[[ DATA PROVIDED open ]]

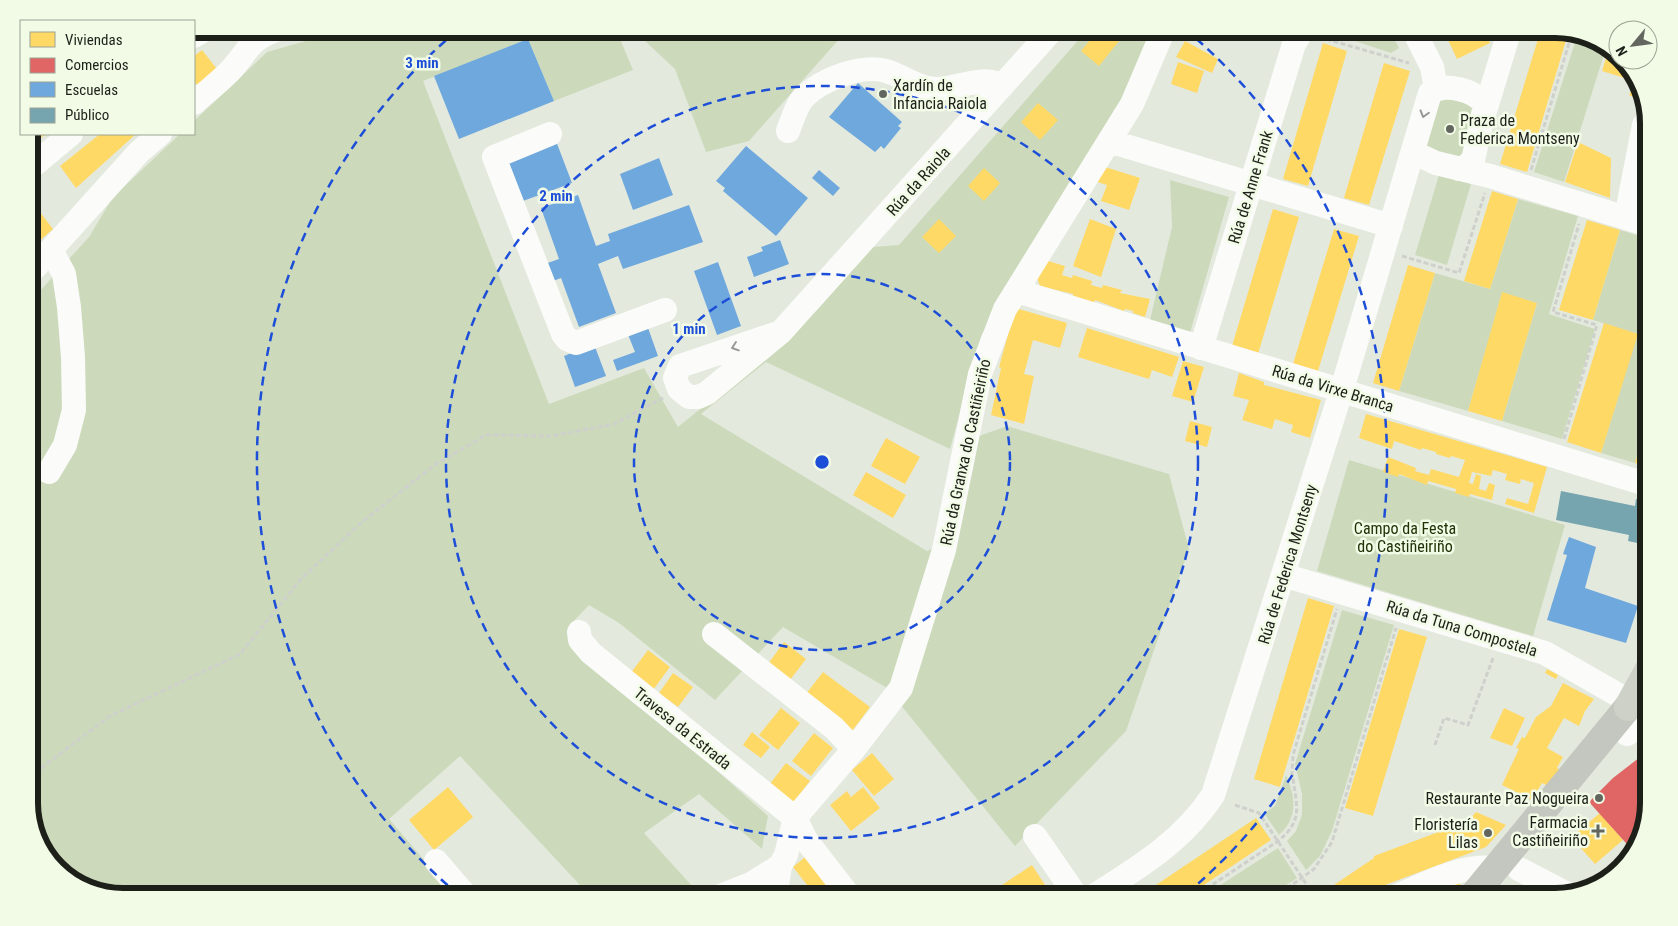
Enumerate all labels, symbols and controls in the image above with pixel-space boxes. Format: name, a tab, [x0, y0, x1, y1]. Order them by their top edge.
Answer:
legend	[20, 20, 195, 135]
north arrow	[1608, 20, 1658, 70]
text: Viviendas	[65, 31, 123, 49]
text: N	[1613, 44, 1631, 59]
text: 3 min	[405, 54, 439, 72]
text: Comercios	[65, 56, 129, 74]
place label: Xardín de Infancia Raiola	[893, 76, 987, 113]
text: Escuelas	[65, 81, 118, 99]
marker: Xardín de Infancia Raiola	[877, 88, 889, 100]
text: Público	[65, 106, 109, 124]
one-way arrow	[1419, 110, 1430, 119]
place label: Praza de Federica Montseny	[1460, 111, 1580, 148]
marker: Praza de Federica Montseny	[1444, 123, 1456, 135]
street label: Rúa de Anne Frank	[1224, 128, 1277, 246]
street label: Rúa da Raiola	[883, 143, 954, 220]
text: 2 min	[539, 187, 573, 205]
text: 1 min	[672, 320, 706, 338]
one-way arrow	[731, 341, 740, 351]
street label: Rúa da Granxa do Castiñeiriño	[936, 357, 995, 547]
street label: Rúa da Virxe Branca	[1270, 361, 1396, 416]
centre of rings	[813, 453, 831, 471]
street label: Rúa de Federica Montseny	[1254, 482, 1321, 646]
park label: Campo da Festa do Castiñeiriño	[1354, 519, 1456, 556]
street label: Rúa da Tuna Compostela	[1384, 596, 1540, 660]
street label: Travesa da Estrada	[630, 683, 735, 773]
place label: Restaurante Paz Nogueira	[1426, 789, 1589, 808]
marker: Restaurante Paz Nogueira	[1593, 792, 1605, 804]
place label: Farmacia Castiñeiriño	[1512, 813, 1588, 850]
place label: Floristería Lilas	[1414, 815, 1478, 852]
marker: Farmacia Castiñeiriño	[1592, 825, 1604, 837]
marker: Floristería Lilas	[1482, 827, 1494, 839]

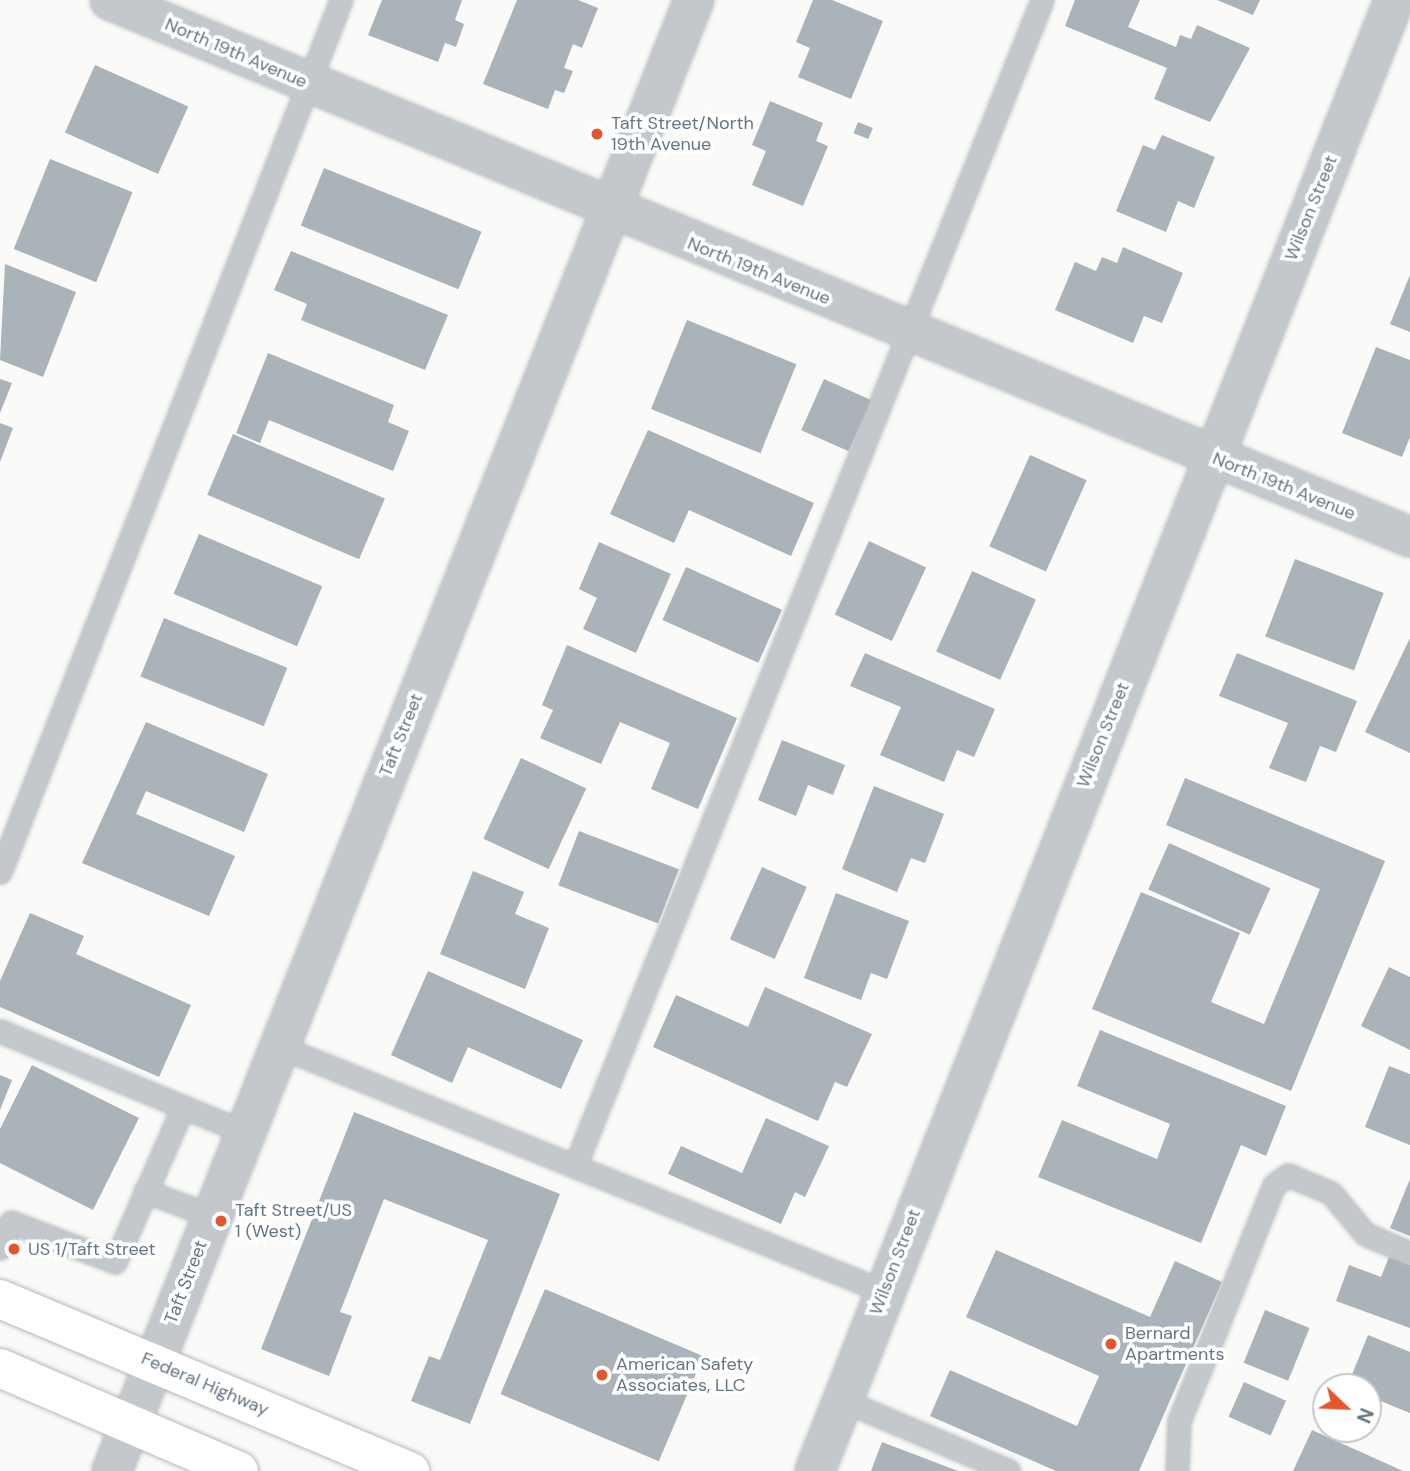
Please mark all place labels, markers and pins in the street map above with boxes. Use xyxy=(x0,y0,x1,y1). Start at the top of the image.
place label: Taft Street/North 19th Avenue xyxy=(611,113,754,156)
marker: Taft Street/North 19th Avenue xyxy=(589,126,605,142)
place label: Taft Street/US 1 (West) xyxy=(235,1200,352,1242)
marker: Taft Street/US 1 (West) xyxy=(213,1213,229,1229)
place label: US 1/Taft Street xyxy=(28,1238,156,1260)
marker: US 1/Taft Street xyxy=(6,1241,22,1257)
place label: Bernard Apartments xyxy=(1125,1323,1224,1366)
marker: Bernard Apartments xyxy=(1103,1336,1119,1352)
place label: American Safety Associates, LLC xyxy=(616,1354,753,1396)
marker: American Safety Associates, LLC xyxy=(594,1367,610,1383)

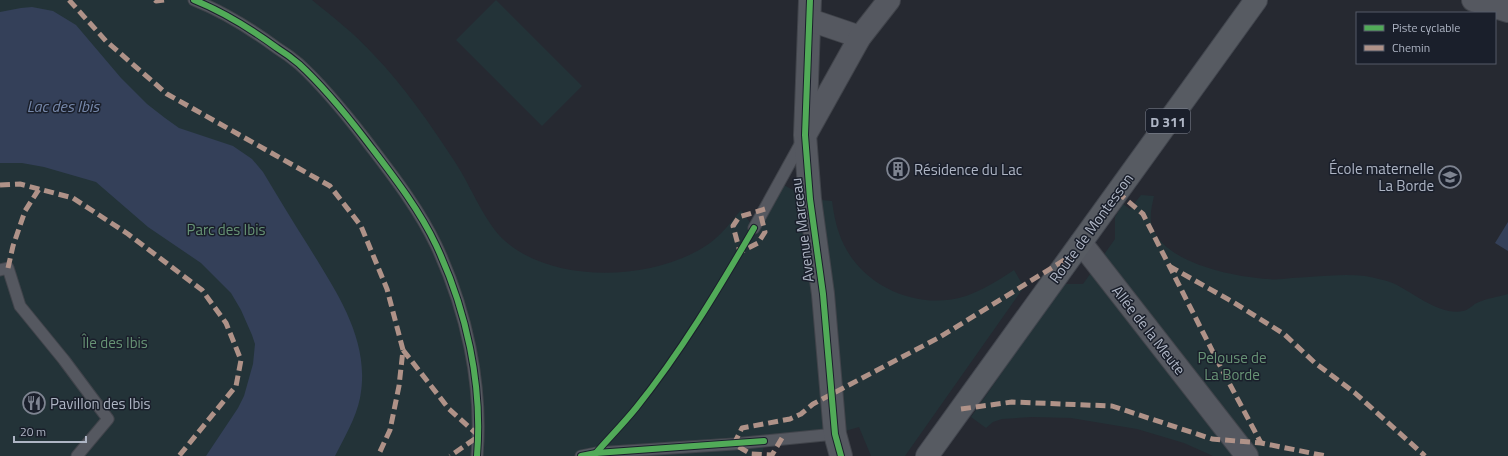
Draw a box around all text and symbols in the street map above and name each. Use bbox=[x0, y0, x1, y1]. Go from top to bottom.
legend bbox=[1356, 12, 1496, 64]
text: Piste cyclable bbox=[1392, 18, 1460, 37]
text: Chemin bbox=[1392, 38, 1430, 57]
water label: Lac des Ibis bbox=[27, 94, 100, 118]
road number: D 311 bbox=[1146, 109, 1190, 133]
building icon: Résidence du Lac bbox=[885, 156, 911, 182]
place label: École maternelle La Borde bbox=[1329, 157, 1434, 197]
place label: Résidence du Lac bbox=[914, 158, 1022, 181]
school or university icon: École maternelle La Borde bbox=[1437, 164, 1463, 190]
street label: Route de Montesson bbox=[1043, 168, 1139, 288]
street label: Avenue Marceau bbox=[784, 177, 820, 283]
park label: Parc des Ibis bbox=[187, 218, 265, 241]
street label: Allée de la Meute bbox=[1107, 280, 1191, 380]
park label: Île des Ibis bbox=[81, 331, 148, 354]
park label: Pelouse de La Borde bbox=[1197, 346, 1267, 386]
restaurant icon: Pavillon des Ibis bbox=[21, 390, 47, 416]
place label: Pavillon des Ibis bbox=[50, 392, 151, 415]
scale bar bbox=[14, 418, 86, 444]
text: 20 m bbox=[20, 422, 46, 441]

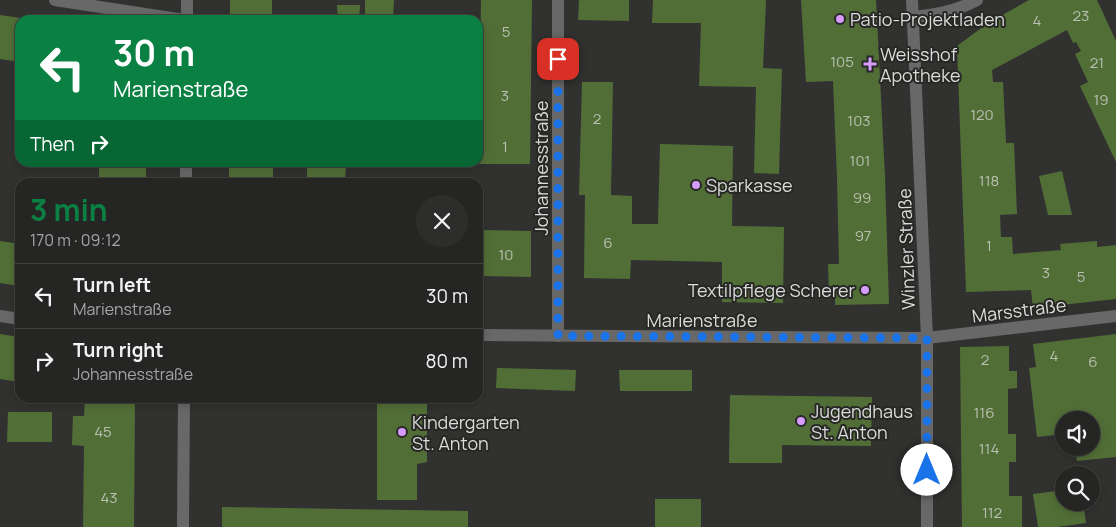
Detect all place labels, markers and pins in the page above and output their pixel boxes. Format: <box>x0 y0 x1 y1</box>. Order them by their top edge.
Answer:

[[ DATA PROVIDED closed ]]

WHAT YOU SHOULD DO → Check each line above for the word "edge" and copy every line that has it.

TASK OUTPUT →
Enumerate all labels, symbols and controls in the image above with pixel-space boxes. Format: name, a tab, [x0, y0, x1, y1]. Order them by their top edge.
Detect all place labels, markers and pins in the page above and output their pixel boxes. Format: <box>x0 y0 x1 y1</box>. Order them by their top edge.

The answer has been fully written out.